Kevin Burdette’s General Polkan and Meredith Arwady’s Amelfa
King Dodon’s chief military expert, General Polkan was well-sung and played with gusto by New York basso buffo Kevin Burdette. The character of Polkan allowed Burdette the opportunity for the brand of physical comedy that Santa Fe Opera has featured so often over the past half-decade. [See Buff Buffo: An Interview with Kevin Burdette.]
[Below: King Dodon (Tim Mix, astride horse) is cheered on by Amelfa (Meredith Arwady, right, holding sword) and General Polkan (Kevin Burdette, left); edited image, based on a Paul Horpedahl photograph, courtesy of the Santa Fe Opera.]
Michigan contralto Meredith Arwady, who is sought out by opera companies for the contralto roles in Wagner’s “Ring of the Nibelungs”, is peerless in comic roles that require vocal strength in the lower ranges of the female voice.
At Santa Fe Opera, she has been enlisted for operas by composers as diverse as Vivaldi, Mozart and Stravinsky [See Review: A Hilarious “Impresario” Creates a “Rossignol” Land of Enchantment – Santa Fe Opera, August 1, 2014.]
The role of Amelfa proved to be an especially felicitous one for Arwady, who has abundant opportunity to show off her vocal prowess as well as her comic skills.
[[Below: Amelfa (Meredith Arwady, center, in red) shares her thoughts with the assembled crowd; edited image, based on a Ken Howard photograph, courtesy of the Santa Fe Opera.]
Richard Smagur’s Prince Guidon and Jorge Espino’s Prince Afron
Playing King Dodon’s stupid sons, Prince Guidon and Prince Afron, were the province of Georgia tenor Richard Smagur and Mexican baritone Jorge Espino. Both were vocally strong, and were convincing as headstrong scions of the autocratic Dodon. Both characters, who manifested juvenile sibling rivalry, managed to kill each other when tested in battle.
[Below: King Dodon (Tim Mix, right, standing on throne) listens to the disputes of his sons Prince Guidon (Richard Smagur, fourth from left) and Prince Afron (Jorge Espino, third from left); edited image, based on a Paul Horpedahl photograph, courtesy of the Santa Fe Opera.]
Maestro Emmanuel Villaume and the Musical Performance
French conductor Emmanuel Villaume led the Santa Fe Opera Orchestra in a majestically-contoured, sensitive performance of Rimsky-Korsakov’s “Orientalist” score. The Orchestra gave a fine peformance.
Maestro Villaume is music director of The Dallas Opera which will mount the Curran production in a subsequent season.
Pennsylvania tenor Adam Bonnani was the First Boyar. British bass Simon Dyer was the Second Boyar.

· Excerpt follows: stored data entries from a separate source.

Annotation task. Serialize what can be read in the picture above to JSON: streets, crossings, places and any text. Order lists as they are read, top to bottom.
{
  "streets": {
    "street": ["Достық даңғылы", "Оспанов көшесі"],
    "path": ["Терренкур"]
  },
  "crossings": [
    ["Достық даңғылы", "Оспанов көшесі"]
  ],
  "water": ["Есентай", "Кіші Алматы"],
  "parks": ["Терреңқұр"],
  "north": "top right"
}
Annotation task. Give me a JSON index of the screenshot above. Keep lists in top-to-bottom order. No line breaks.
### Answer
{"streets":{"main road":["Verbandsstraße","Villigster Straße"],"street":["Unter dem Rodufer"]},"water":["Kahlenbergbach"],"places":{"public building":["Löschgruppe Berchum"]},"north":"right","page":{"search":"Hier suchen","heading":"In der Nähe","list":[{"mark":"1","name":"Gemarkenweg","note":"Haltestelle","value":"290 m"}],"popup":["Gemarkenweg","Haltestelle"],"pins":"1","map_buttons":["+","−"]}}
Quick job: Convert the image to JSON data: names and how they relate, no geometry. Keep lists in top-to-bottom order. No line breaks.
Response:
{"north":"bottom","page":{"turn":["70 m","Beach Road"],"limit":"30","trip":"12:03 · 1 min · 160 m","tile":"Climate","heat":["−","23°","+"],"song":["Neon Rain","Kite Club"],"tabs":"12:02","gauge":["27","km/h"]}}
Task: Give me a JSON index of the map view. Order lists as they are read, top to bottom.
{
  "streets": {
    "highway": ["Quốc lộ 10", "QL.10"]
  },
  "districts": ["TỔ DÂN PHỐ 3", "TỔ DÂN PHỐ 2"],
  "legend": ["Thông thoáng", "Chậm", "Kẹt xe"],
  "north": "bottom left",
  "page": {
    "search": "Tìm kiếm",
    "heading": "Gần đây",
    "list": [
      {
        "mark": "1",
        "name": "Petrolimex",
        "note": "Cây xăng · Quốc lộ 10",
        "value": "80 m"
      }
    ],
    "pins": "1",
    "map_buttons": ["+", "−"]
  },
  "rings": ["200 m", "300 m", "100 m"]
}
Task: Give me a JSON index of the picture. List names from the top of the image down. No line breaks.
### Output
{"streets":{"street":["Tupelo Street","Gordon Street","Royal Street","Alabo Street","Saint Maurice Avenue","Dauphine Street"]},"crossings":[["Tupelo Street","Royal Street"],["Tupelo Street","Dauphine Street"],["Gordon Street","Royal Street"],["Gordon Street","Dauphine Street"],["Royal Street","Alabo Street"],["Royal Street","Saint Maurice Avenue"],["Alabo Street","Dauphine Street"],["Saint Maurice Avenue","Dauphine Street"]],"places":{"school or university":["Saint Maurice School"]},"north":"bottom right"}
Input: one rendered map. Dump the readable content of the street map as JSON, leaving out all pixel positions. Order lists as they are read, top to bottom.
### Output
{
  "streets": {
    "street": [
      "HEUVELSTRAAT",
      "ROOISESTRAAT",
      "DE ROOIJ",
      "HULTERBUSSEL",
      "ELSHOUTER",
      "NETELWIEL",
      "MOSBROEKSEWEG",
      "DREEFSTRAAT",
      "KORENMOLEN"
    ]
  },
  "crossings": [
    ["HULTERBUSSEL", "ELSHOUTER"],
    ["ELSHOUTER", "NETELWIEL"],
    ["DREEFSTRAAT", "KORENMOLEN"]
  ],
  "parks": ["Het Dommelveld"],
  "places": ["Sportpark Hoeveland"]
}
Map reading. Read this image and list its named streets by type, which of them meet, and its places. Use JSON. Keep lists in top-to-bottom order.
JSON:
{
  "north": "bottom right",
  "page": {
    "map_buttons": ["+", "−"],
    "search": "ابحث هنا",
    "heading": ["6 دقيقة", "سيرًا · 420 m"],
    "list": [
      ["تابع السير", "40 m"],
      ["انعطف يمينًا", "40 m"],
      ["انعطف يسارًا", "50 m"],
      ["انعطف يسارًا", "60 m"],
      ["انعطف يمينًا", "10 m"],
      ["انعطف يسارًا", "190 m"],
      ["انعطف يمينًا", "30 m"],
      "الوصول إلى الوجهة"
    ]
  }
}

Paul Curran’s Direction, Gary McCann’s Scenic and Costume Design and Driscoll Otto’s Projections
Scottish director Paul Curran, partnered with Scenic and Costume Designer Gary McCann, created a colorful fantasy world that fits nicely with Rimsky-Korsakov’s Orientalist music that evokes Russian folklore and, at its elemental level, the Russian fairy tale.
[Below: King Dodon (Tim Mix, center, right) introduces his bride, the Queen of Shemakha (Venera Gimadieva, center, left) to his court; edited image, based on a Ken Howard photograph, courtesy of the Santa Fe Opera.]
I admired a previous Curran-McCann collaboration [World Premiere Review: A Lavish Dallas Opera Production for Mark Adamo’s “Becoming Santa Claus” – December 4, 2015], which also featured McCann’s brightly colored costumes.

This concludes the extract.